MATERIAL FOR THIS EXERCISE
=== Begin Enclosure ===
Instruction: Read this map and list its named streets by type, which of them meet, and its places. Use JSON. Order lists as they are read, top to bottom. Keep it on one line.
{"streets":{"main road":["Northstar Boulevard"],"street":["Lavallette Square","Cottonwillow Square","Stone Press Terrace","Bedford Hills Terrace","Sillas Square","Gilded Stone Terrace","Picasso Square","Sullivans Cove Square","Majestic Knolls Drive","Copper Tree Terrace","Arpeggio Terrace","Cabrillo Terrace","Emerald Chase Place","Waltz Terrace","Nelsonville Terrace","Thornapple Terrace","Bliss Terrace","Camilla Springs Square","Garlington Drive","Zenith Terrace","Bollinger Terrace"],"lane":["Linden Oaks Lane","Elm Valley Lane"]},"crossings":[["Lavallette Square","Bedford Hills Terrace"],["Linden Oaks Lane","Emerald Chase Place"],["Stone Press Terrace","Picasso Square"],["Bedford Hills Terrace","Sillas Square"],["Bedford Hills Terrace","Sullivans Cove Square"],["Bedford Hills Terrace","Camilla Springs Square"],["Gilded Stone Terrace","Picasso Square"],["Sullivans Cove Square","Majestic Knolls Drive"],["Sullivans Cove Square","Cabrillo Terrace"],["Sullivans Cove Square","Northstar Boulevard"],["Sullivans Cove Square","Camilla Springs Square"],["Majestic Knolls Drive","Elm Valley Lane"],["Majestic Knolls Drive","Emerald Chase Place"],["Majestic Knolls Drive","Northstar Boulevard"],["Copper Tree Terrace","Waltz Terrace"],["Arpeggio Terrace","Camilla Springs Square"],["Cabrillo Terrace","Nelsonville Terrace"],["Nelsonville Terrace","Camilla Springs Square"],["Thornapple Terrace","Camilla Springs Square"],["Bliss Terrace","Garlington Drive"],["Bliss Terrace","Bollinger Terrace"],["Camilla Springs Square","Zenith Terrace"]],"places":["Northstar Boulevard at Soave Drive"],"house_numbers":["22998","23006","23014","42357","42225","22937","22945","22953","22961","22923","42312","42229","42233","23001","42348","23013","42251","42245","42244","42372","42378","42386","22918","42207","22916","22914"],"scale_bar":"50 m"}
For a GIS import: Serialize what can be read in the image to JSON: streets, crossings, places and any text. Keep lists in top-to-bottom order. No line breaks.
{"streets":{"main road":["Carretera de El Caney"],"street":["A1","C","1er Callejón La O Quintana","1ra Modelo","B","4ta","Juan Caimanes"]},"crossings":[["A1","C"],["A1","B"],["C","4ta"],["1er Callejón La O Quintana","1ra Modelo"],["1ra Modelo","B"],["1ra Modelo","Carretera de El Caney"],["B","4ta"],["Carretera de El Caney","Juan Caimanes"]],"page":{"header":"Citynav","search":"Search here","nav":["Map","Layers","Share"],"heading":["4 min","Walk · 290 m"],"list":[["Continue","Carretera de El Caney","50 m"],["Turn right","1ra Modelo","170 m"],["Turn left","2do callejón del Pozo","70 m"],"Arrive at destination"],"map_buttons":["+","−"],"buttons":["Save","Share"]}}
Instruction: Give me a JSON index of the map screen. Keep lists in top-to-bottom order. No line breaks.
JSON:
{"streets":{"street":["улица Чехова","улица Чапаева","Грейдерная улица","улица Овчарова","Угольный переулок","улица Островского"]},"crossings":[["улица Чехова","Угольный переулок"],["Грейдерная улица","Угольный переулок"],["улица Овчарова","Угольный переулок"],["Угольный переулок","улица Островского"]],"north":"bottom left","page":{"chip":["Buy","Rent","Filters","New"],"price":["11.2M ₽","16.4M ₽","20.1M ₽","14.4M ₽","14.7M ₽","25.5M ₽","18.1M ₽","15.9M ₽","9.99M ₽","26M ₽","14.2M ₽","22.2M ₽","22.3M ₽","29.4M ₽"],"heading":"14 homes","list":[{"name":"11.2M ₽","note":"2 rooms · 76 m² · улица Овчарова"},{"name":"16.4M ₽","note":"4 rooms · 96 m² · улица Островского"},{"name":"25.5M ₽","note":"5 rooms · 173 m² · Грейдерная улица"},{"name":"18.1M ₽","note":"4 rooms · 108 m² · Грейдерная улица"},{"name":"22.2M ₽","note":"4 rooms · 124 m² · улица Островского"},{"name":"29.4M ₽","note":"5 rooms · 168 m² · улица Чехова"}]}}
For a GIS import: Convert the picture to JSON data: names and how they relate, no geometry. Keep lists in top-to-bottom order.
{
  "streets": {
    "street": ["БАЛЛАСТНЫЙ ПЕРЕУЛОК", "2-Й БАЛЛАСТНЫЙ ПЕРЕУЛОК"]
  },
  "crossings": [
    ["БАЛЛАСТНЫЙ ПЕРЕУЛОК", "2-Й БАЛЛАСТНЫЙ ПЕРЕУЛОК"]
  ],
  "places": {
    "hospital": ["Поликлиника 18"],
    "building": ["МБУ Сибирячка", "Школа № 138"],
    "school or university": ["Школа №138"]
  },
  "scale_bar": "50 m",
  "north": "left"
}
=== End Enclosure ===
DESCRIPTION OF THE TASK
The full listing above is to be transcribed exactly.

EXERCISE ANSWER
Instruction: Read this map and list its named streets by type, which of them meet, and its places. Use JSON. Order lists as they are read, top to bottom. Keep it on one line.
{"streets":{"main road":["Northstar Boulevard"],"street":["Lavallette Square","Cottonwillow Square","Stone Press Terrace","Bedford Hills Terrace","Sillas Square","Gilded Stone Terrace","Picasso Square","Sullivans Cove Square","Majestic Knolls Drive","Copper Tree Terrace","Arpeggio Terrace","Cabrillo Terrace","Emerald Chase Place","Waltz Terrace","Nelsonville Terrace","Thornapple Terrace","Bliss Terrace","Camilla Springs Square","Garlington Drive","Zenith Terrace","Bollinger Terrace"],"lane":["Linden Oaks Lane","Elm Valley Lane"]},"crossings":[["Lavallette Square","Bedford Hills Terrace"],["Linden Oaks Lane","Emerald Chase Place"],["Stone Press Terrace","Picasso Square"],["Bedford Hills Terrace","Sillas Square"],["Bedford Hills Terrace","Sullivans Cove Square"],["Bedford Hills Terrace","Camilla Springs Square"],["Gilded Stone Terrace","Picasso Square"],["Sullivans Cove Square","Majestic Knolls Drive"],["Sullivans Cove Square","Cabrillo Terrace"],["Sullivans Cove Square","Northstar Boulevard"],["Sullivans Cove Square","Camilla Springs Square"],["Majestic Knolls Drive","Elm Valley Lane"],["Majestic Knolls Drive","Emerald Chase Place"],["Majestic Knolls Drive","Northstar Boulevard"],["Copper Tree Terrace","Waltz Terrace"],["Arpeggio Terrace","Camilla Springs Square"],["Cabrillo Terrace","Nelsonville Terrace"],["Nelsonville Terrace","Camilla Springs Square"],["Thornapple Terrace","Camilla Springs Square"],["Bliss Terrace","Garlington Drive"],["Bliss Terrace","Bollinger Terrace"],["Camilla Springs Square","Zenith Terrace"]],"places":["Northstar Boulevard at Soave Drive"],"house_numbers":["22998","23006","23014","42357","42225","22937","22945","22953","22961","22923","42312","42229","42233","23001","42348","23013","42251","42245","42244","42372","42378","42386","22918","42207","22916","22914"],"scale_bar":"50 m"}
For a GIS import: Serialize what can be read in the image to JSON: streets, crossings, places and any text. Keep lists in top-to-bottom order. No line breaks.
{"streets":{"main road":["Carretera de El Caney"],"street":["A1","C","1er Callejón La O Quintana","1ra Modelo","B","4ta","Juan Caimanes"]},"crossings":[["A1","C"],["A1","B"],["C","4ta"],["1er Callejón La O Quintana","1ra Modelo"],["1ra Modelo","B"],["1ra Modelo","Carretera de El Caney"],["B","4ta"],["Carretera de El Caney","Juan Caimanes"]],"page":{"header":"Citynav","search":"Search here","nav":["Map","Layers","Share"],"heading":["4 min","Walk · 290 m"],"list":[["Continue","Carretera de El Caney","50 m"],["Turn right","1ra Modelo","170 m"],["Turn left","2do callejón del Pozo","70 m"],"Arrive at destination"],"map_buttons":["+","−"],"buttons":["Save","Share"]}}
Instruction: Give me a JSON index of the map screen. Keep lists in top-to-bottom order. No line breaks.
JSON:
{"streets":{"street":["улица Чехова","улица Чапаева","Грейдерная улица","улица Овчарова","Угольный переулок","улица Островского"]},"crossings":[["улица Чехова","Угольный переулок"],["Грейдерная улица","Угольный переулок"],["улица Овчарова","Угольный переулок"],["Угольный переулок","улица Островского"]],"north":"bottom left","page":{"chip":["Buy","Rent","Filters","New"],"price":["11.2M ₽","16.4M ₽","20.1M ₽","14.4M ₽","14.7M ₽","25.5M ₽","18.1M ₽","15.9M ₽","9.99M ₽","26M ₽","14.2M ₽","22.2M ₽","22.3M ₽","29.4M ₽"],"heading":"14 homes","list":[{"name":"11.2M ₽","note":"2 rooms · 76 m² · улица Овчарова"},{"name":"16.4M ₽","note":"4 rooms · 96 m² · улица Островского"},{"name":"25.5M ₽","note":"5 rooms · 173 m² · Грейдерная улица"},{"name":"18.1M ₽","note":"4 rooms · 108 m² · Грейдерная улица"},{"name":"22.2M ₽","note":"4 rooms · 124 m² · улица Островского"},{"name":"29.4M ₽","note":"5 rooms · 168 m² · улица Чехова"}]}}
For a GIS import: Convert the picture to JSON data: names and how they relate, no geometry. Keep lists in top-to-bottom order.
{
  "streets": {
    "street": ["БАЛЛАСТНЫЙ ПЕРЕУЛОК", "2-Й БАЛЛАСТНЫЙ ПЕРЕУЛОК"]
  },
  "crossings": [
    ["БАЛЛАСТНЫЙ ПЕРЕУЛОК", "2-Й БАЛЛАСТНЫЙ ПЕРЕУЛОК"]
  ],
  "places": {
    "hospital": ["Поликлиника 18"],
    "building": ["МБУ Сибирячка", "Школа № 138"],
    "school or university": ["Школа №138"]
  },
  "scale_bar": "50 m",
  "north": "left"
}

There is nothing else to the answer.